However, I will still update the datasets for consistency and report new results for Kinship, UMLS, and Nations in this repo. Thank you for pointing this out!
Thanks, Tim.
I got the 45.9 MRR by running the freshly cloned repo and I observed it reached ~45 at around 60th epoch and then just has minor oscillations until epoch 1000. I saw you're using embedding dropout. There seems to be an L2 hyperparameter (Config.L2), which is set to 0. Do I need to set additional regularization hyperparameters? Similarly, when I got the ~85 MRR, I observed the performance reached that point at 60ish and stayed at that level.
Regarding the data split, I was not sure about whether you or the MINERVA paper is using the standard split, or in fact, there is no standard split at all. But I saw you updated the data and I will check it out.
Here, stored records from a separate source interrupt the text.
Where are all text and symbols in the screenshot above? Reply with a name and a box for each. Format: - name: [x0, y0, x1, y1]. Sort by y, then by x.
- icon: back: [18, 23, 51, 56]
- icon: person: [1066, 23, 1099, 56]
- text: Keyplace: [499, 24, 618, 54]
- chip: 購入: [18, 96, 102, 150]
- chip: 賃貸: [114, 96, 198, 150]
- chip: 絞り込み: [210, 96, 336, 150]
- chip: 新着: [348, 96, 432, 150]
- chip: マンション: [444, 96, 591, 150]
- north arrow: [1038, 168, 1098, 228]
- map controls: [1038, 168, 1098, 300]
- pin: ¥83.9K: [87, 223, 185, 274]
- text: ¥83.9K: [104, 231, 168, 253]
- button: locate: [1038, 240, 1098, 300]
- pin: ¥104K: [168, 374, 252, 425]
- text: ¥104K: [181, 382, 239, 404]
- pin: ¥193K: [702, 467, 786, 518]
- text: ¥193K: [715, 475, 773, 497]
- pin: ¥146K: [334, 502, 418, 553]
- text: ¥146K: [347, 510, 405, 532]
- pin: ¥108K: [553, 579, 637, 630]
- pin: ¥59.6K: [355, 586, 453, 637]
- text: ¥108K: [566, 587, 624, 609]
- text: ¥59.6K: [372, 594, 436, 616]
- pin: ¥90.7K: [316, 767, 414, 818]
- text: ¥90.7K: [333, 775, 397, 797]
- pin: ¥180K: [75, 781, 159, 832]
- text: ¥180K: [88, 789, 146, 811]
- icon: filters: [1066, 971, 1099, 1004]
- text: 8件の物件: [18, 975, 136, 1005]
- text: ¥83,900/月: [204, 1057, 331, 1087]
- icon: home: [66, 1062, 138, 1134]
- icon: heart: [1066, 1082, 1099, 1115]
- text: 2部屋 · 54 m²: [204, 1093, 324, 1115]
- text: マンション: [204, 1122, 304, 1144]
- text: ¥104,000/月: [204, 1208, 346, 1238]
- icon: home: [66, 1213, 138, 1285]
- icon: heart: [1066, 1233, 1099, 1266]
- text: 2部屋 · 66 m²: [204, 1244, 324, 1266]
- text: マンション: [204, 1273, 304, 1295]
I used the following parameters: input_drop 0.3 hidden_drop 0.0 feat_drop 0.0 lr 0.003 lr_decay 0.995
.
Can you replicate the results using this?
Also note, that I ran an inverse model this morning on kinship and got 45%, which means that kinship is probably quite biased and is not a dataset that you want to work with. I will add a comment for that in the repo later tomorrow.
Two clarification questions:
Do you retrain the embeddings with valid set triples added for test set prediction? An alternative is to train the embeddings using only train set triples and obtain the results for both dev and test using the same set of embeddings. Looking at the code I think you're doing the latter, just to make sure.
For dataset such as KINSHIP, do you random split the triples into train, dev, test according to a certain ratio or is there an official data split used by all papers? I'm asking because another KBC paper also released the KINSHIP dataset and the data split is different from yours.
Thanks!